“If you have osteoarthritis, exercise is one of the most effective treatments we know,” says David Felson, professor of medicine and epidemiology at the Boston University School of Medicine.
It’s not that exercise can cure or slow the progression of osteoarthritis. “Its benefit is to alleviate pain and increase range of motion, not necessarily to make the structure of the joint better,” notes Felson.
How can exercise curb pain? “It can lower overall inflammation,” says Allison Bailey, a physician specializing in physical medicine in Cambridge, Massachusetts.
Inactivity leads to more trouble. “If you don’t keep using an arthritic knee or hip, you can lose flexibility,” says Felson. “Doing weight-bearing exercises keeps muscles strong and flexible, which reduces further injury to the joints.”
On the other hand, adds Felson, “doing aggressive physical activity when you’ve injured a joint may not be wise,” because you risk damaging the joint even further.
Here’s what Bailey and other experts recommend:
STRENGTH TRAINING. Strong muscles absorb weight, provide stability, and help the joints move the way they’re designed to. Among 95 older adults with mild to moderate arthritis of the knee, those who were told to do strengthening exercises for 12 weeks reported less knee pain and climbed stairs faster than those who weren’t told to exercise.
Bailey gives patients with mild to moderate knee and hip osteoarthritis some simple at-home exercises.
“I usually have patients do strengthening every other day,” she says. “The overall goal is to strengthen the quadriceps—the muscles in the front of the thigh—and the gluteal muscles in the buttocks.”
Bailey has her patients start with gentle stretching. “Then they do two sets of each exercise, with 10 to 12 repetitions each.”
“You can also strengthen the muscles without doing weight-bearing activities,” notes Moskowitz. For example, if lifting weights hurts, try Bailey’s leg extension exercise without ankle weights.
If an exercise hurts, don’t do it, says Felson. “Ask your doctor about exercises that don’t cause you pain.”
AEROBIC EXERCISE. Exercises like walking briskly, jogging, biking, and swimming increase blood flow to cartilage, which gives it the nutrients it needs to stay healthy.
What’s more, “cardiovascular exercises help reduce the body’s sensitivity to pain signals,” explains Bailey. For instance, people who cycled for 25 minutes felt less pain when researchers applied uncomfortable pressure to one of their fingers after they exercised than before they exercised.
“Ideally, cardio should be done daily, or at least six days a week,” says Bailey.
In 2012, a group of Canadian arthritis experts concluded that walking for 30 to 50 minutes at least three days a week relieved osteoarthritis knee pain.
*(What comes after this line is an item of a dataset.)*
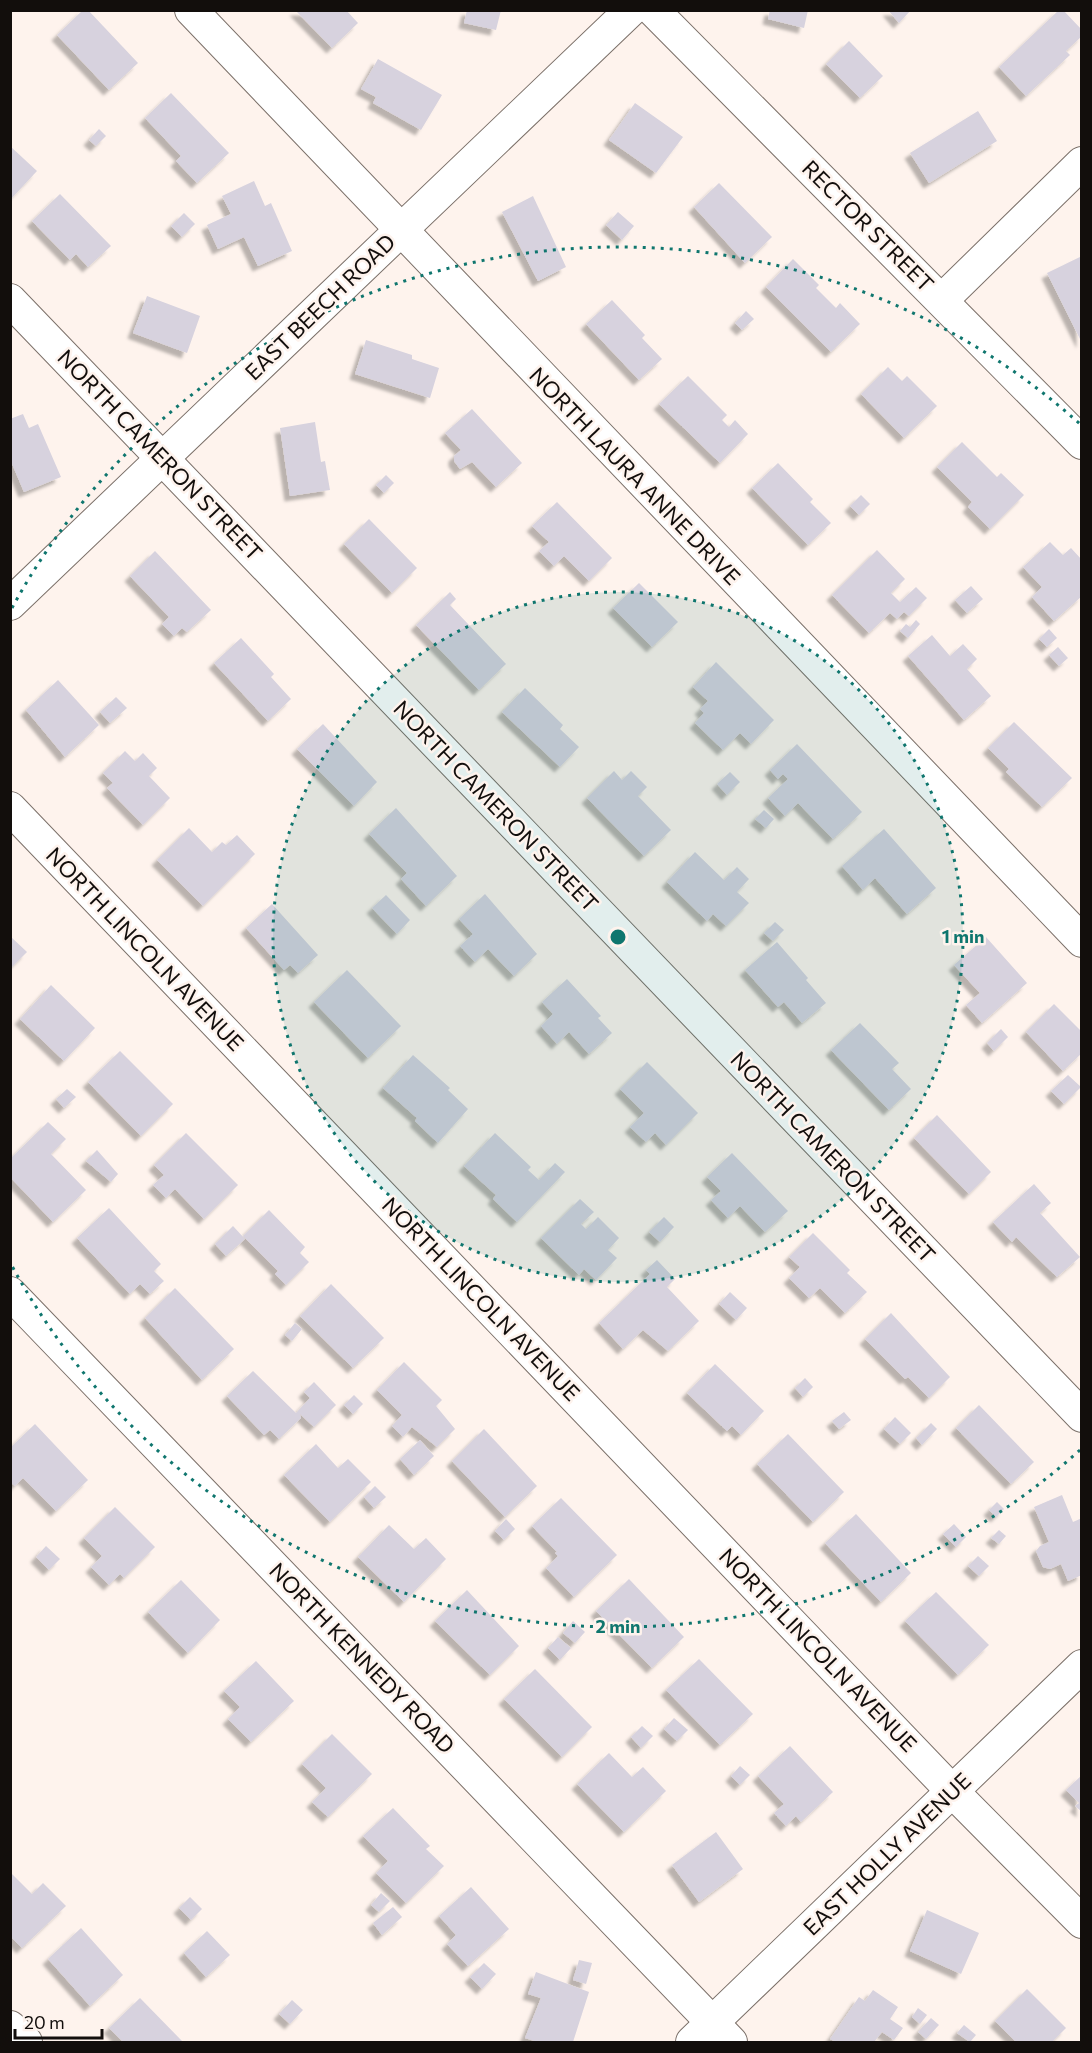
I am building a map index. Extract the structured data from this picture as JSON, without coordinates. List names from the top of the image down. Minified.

The longest trial they reviewed lasted only three months, though.
Some people with arthritis prefer swimming because it puts less pressure on the joints. “If you’re afraid to start moving,” says Bailey, “you may want to consider using aquatic therapies as a bridge to land-based activities.”
While water exercise relieved pain from knee and hip osteoarthritis in four trials, it didn’t improve walking ability or stiffness.
TAI CHI. The classic Chinese martial art involves a series of slow and gentle movements that combine balance with weight-shifting poses.
“I recommend tai chi to a lot of my patients, especially because you can do it indoors in the winter months,” says Bailey.
In a recent meta-analysis of seven small trials, people with arthritis of the knee or hip who practiced tai chi for 40 to 60 minutes a day for at least 12 weeks reported less pain and stiffness and improved function in their joints than similar people who engaged in a non-physical activity like playing bingo.
But only two of the studies included people with arthritis of the hip, so it’s not clear whether tai chi only helps the knee.
“An alternative is gentle daily stretching,” says Bailey. (No good studies have looked at whether stretching or yoga can help relieve arthritis pain.)
Sources: Osteoarthritis Cartilage 18: 621, 2010; J. Rehabil. Res. Dev. 42: 183, 2005; Arch. Phys. Med. Rehabil. 93: 1269, 2012; Cochrane Database Syst. Rev. 2007. CD005523; PLoS One 2013. doi:10.1371/journal.pone.0061672.